Der unsichtbare Standard

Florenz ist kein Einzelfall. 56 europäische Städte nutzen bereits Upciti-Sensoren – niedrigauflösende Kameras, die mit 0,5 Pixeln pro Gesicht gerade genug Detail liefern, um DSGVO-konform zu sein. Doch dieselbe Hardware, die in Europa als „datenschutzfreundlich“ gilt, wird in China für Gesichtserkennung eingesetzt. Der Unterschied liegt nicht in der Technik, sondern in der Interpretation der Daten. Während europäische Städte die Sensoren für Verkehrssteuerung oder Umweltmonitoring nutzen, integriert Shenzhen sie in ein Netzwerk, das seit 2024 über 1.200 Drohnen-Startplattformen umfasst – das größte urbane Luftlogistiknetz der Welt. Während die EU noch über Lufttaxi-Korridore diskutiert, liefert Shenzhen bereits Pakete per Drohne aus. Und während europäische Politiker über Megawatt-Ladestationen für E-LKW debattieren, spart das chinesische Unternehmen Zenobē bereits 80% der Infrastrukturkosten ein – indem es Second-Life-Batterien aus Elektrobussen nutzt, um LKW-Ladestationen mit Strom zu versorgen.

„A lot of drivers say that they’re not on break if the vehicle is charging because they have to be there, monitoring it“, sagt Alex Foote von der Heriot Watt University. Sein Team forscht an „holistischen“ Lösungen für die Elektrifizierung des Schwerlastverkehrs – doch während Europa über Buchungssysteme für Ladestationen streitet, hat China längst ein anderes Problem gelöst: die praktische Integration der Technologie in den Alltag. Foote weiter: „It needs a very reliable and universal booking system, because drivers will need to know there’s a charger there with their name on it that’s not broken or in use.“ In Shenzhen gibt es dieses System bereits. Es heißt Alipay.
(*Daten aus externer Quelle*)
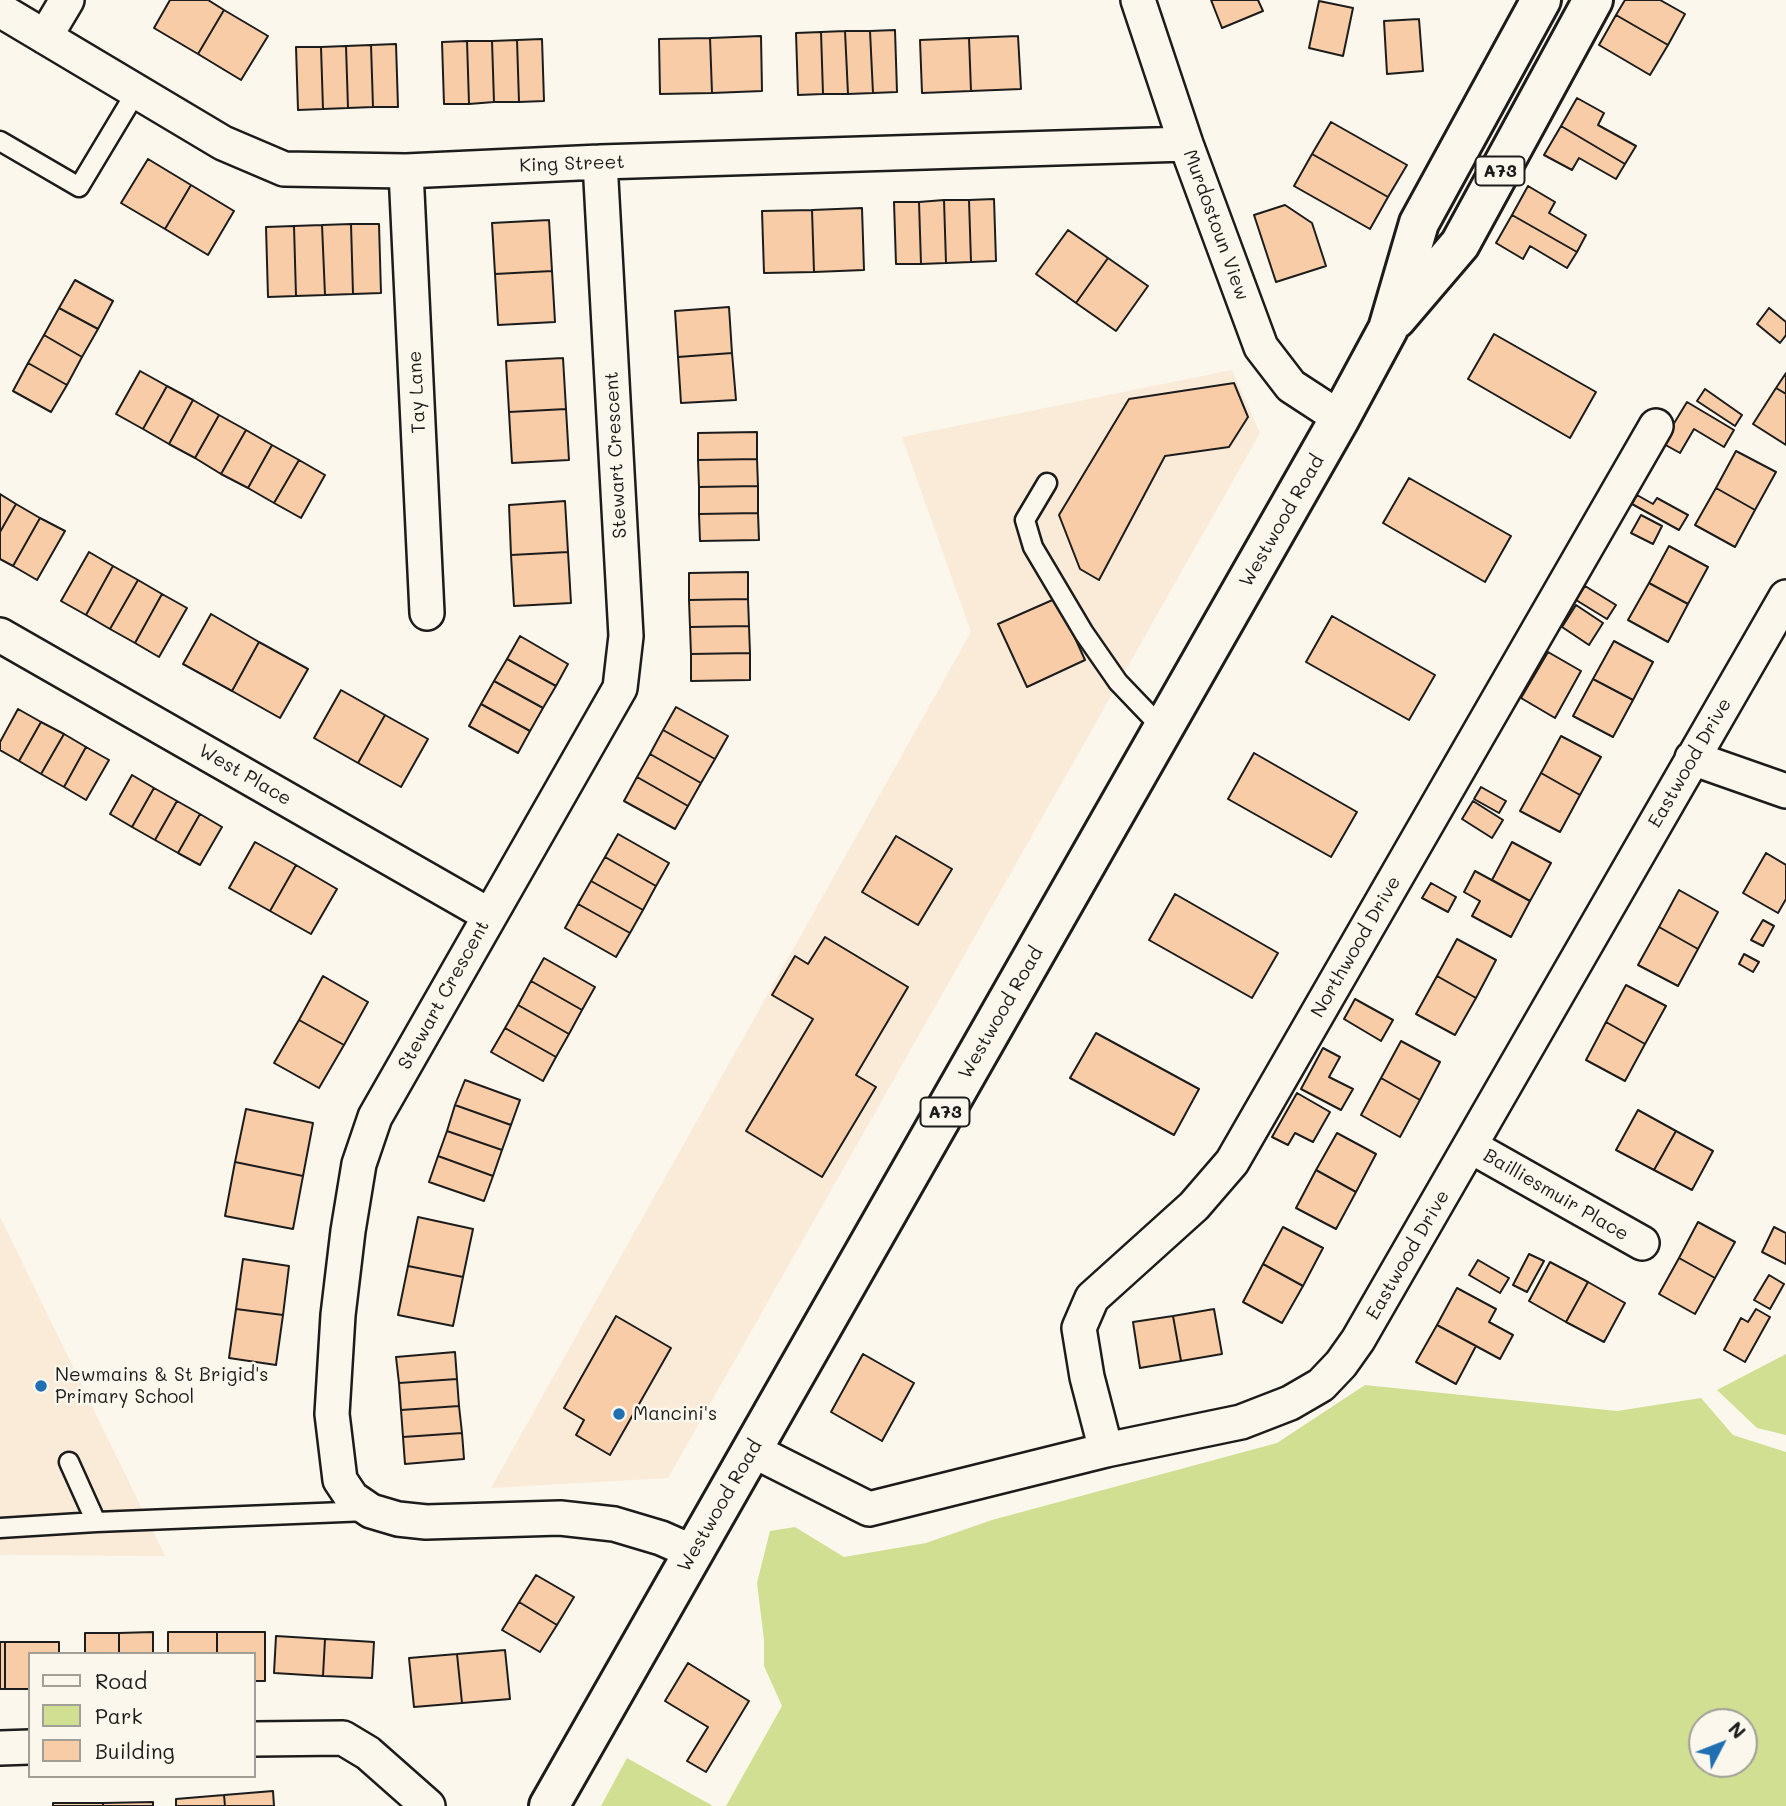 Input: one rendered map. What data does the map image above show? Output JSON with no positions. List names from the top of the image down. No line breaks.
{"streets":{"main road":["A73","Westwood Road"],"street":["King Street","Murdostoun View","Tay Lane","Stewart Crescent","Eastwood Drive","West Place","Northwood Drive","Bailliesmuir Place"]},"crossings":[["King Street","Murdostoun View"],["King Street","Tay Lane"],["King Street","Stewart Crescent"],["Murdostoun View","Westwood Road"],["Stewart Crescent","Westwood Road"],["Stewart Crescent","West Place"],["Westwood Road","Eastwood Drive"],["Eastwood Drive","Northwood Drive"],["Eastwood Drive","Bailliesmuir Place"]],"places":["Newmains & St Brigid's Primary School","Mancini's"],"legend":["Road","Park","Building"],"north":"top right"}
Alipay: Die erste KI-native Zahlungsinfrastruktur der Welt

Bis Mai 2026 hat Alipay über 300 Millionen KI-gestützte Zahlungen verarbeitet – die erste „AI-native“ Zahlungsinfrastruktur der Welt. Das System kombiniert Echtzeit-Betrugserkennung mit Verhaltensbiometrie: Es analysiert nicht nur, was bezahlt wird, sondern wie. Die Geschwindigkeit, mit der ein Nutzer auf dem Bildschirm tippt. Die Art, wie er das Smartphone hält. Selbst die Mikrobewegungen der Hand, während er die PIN eingibt. In Europa würde ein solches System sofort von Datenschützern gestoppt werden. In China ist es bereits Realität – und wird nun über die „Greater Bay Area“ zwischen Hongkong und Zhuhai exportiert. Ein Pilotprojekt ermöglicht seit März 2026 den grenzüberschreitenden Transport von Patienten per Ambulanz. Die Daten der Patienten – medizinische Historie, aktuelle Vitalwerte – werden dabei in Echtzeit zwischen den Krankenhäusern synchronisiert. Ohne Umweg. Ohne Datenschutzbedenken.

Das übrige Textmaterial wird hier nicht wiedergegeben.